═════ The data

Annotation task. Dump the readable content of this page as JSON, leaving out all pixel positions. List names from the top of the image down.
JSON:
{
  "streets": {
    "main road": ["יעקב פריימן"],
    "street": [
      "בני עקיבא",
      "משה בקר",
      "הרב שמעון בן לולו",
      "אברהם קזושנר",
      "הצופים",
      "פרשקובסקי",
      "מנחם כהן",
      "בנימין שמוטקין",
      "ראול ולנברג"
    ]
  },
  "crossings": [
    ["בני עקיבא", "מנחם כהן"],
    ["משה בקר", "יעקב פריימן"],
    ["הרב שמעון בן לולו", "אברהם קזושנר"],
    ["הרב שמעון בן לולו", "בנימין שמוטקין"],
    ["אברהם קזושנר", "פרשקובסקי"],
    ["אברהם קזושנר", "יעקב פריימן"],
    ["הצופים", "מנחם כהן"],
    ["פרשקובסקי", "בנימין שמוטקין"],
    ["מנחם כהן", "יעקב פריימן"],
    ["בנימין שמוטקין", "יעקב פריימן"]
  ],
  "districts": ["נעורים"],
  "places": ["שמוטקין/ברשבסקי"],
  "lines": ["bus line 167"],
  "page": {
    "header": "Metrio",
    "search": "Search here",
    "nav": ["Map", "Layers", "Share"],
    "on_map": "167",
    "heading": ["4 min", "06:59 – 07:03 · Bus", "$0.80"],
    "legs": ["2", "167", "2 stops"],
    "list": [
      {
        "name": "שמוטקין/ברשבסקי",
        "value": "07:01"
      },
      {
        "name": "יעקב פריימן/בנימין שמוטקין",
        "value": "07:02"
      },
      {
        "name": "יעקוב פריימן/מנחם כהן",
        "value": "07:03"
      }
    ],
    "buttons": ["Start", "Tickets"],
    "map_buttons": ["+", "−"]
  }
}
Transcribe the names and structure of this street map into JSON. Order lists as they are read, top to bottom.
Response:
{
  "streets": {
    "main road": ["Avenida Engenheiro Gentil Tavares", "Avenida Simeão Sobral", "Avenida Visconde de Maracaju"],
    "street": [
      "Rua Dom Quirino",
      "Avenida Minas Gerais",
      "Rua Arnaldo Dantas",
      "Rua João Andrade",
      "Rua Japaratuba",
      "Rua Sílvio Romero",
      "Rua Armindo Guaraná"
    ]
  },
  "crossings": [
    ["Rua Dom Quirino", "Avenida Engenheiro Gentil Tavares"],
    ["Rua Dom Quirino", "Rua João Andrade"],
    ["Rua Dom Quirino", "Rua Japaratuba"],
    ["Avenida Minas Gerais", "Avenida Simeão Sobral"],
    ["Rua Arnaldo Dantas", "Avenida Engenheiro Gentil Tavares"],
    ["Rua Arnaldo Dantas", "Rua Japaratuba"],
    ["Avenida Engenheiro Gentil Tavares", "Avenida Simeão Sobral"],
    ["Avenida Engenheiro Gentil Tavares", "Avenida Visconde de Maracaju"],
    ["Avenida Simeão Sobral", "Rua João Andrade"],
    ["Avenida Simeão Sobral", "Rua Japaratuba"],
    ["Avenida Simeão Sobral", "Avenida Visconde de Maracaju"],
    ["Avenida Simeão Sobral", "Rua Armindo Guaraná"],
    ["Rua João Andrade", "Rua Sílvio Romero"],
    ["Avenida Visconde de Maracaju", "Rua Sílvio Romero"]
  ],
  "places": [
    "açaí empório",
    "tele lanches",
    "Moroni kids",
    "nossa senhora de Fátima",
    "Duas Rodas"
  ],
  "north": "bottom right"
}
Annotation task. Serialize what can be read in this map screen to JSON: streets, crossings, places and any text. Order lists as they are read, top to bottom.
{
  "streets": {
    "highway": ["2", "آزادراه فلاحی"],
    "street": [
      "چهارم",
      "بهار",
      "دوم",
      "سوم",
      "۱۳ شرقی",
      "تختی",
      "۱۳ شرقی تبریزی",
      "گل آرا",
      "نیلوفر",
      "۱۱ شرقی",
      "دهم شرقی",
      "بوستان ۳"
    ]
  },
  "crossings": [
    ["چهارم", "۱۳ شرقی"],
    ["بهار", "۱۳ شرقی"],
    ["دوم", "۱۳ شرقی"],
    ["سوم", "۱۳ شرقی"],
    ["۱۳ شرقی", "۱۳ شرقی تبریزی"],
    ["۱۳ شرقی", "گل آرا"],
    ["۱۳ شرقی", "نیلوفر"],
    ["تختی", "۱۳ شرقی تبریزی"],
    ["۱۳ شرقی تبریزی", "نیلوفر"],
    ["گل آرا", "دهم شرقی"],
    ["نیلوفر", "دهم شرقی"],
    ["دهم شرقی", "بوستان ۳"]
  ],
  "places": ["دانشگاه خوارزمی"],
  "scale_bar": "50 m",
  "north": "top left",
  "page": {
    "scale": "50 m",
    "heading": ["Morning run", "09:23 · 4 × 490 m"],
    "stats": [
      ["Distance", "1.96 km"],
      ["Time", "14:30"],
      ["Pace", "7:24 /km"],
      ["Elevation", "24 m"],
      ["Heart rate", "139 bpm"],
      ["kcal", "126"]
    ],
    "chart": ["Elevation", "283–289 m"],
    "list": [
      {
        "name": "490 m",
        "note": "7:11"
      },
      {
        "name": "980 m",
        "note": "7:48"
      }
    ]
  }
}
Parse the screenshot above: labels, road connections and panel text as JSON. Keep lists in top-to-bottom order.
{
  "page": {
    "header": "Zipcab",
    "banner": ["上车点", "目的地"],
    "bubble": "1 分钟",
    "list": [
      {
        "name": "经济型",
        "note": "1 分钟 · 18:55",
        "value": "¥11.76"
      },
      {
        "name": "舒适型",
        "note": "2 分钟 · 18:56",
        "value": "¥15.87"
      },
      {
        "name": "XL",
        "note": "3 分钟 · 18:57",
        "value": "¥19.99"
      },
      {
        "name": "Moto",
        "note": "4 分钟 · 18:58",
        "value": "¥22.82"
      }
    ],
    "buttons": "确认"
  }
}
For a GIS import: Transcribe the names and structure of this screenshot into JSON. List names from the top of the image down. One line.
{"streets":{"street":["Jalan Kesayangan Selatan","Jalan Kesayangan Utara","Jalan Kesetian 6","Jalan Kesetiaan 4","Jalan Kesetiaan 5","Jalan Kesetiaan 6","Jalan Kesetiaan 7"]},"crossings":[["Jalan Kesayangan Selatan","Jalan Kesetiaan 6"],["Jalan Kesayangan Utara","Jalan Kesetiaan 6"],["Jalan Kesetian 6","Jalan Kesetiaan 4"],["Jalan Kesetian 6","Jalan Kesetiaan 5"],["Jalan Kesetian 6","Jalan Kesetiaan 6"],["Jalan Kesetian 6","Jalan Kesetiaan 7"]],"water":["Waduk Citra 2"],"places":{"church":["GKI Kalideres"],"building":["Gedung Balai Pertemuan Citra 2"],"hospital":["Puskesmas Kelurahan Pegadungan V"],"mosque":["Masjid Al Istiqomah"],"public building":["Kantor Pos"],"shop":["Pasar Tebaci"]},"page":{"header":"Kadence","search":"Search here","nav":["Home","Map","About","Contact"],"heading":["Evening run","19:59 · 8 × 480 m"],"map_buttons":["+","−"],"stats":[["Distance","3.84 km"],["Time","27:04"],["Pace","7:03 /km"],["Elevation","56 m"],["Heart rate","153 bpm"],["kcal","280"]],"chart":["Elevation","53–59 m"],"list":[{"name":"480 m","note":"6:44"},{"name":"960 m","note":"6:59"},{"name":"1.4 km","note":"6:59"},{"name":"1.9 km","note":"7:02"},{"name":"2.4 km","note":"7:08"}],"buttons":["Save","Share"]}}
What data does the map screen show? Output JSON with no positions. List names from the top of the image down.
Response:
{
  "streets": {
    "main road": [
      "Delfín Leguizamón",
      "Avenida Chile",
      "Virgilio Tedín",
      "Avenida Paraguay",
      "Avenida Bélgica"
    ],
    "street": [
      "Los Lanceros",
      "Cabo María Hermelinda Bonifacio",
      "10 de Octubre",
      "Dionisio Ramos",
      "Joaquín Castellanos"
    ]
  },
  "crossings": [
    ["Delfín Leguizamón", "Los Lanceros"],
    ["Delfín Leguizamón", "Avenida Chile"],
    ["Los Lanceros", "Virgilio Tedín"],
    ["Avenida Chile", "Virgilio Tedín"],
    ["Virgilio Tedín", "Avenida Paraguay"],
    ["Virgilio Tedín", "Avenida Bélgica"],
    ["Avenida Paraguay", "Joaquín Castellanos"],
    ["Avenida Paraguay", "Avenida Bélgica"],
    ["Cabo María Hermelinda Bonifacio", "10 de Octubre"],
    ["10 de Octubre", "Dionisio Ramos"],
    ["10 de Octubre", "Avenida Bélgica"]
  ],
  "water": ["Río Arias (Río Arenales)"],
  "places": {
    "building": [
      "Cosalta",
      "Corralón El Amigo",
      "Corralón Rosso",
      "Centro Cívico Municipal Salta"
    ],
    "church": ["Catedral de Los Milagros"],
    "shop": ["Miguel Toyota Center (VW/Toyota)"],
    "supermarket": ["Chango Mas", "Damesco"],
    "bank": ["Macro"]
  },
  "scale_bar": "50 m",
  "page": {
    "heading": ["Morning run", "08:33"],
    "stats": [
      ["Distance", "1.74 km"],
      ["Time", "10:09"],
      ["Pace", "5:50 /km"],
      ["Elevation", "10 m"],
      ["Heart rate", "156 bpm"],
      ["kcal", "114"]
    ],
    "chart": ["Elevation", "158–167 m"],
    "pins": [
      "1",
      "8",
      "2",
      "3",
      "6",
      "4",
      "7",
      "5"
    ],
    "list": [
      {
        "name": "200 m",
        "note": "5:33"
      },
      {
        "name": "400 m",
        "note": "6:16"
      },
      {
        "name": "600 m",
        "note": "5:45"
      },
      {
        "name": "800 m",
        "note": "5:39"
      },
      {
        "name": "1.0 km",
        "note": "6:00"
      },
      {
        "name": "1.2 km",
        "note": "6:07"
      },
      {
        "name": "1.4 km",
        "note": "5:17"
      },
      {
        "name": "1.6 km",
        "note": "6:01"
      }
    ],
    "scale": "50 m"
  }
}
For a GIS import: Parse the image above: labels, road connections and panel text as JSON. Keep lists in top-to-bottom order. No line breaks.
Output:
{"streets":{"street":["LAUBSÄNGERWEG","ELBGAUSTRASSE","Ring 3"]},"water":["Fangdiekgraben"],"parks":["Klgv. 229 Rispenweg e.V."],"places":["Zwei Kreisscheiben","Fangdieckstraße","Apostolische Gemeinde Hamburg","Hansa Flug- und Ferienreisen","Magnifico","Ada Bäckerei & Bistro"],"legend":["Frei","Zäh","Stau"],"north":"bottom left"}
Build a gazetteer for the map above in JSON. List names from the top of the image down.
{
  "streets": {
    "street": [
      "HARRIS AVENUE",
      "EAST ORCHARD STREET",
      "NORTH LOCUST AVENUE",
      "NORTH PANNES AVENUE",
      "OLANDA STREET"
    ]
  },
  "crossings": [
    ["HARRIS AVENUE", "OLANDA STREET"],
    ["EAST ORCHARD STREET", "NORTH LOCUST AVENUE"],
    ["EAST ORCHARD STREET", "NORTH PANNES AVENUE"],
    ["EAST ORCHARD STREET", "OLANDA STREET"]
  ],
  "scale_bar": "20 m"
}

══════════

## Exercise brief
The answer consists solely of the lines from the one containing "Build a gazetteer" through the last line of the data above, reproduced exactly.

## Reply
Build a gazetteer for the map above in JSON. List names from the top of the image down.
{
  "streets": {
    "street": [
      "HARRIS AVENUE",
      "EAST ORCHARD STREET",
      "NORTH LOCUST AVENUE",
      "NORTH PANNES AVENUE",
      "OLANDA STREET"
    ]
  },
  "crossings": [
    ["HARRIS AVENUE", "OLANDA STREET"],
    ["EAST ORCHARD STREET", "NORTH LOCUST AVENUE"],
    ["EAST ORCHARD STREET", "NORTH PANNES AVENUE"],
    ["EAST ORCHARD STREET", "OLANDA STREET"]
  ],
  "scale_bar": "20 m"
}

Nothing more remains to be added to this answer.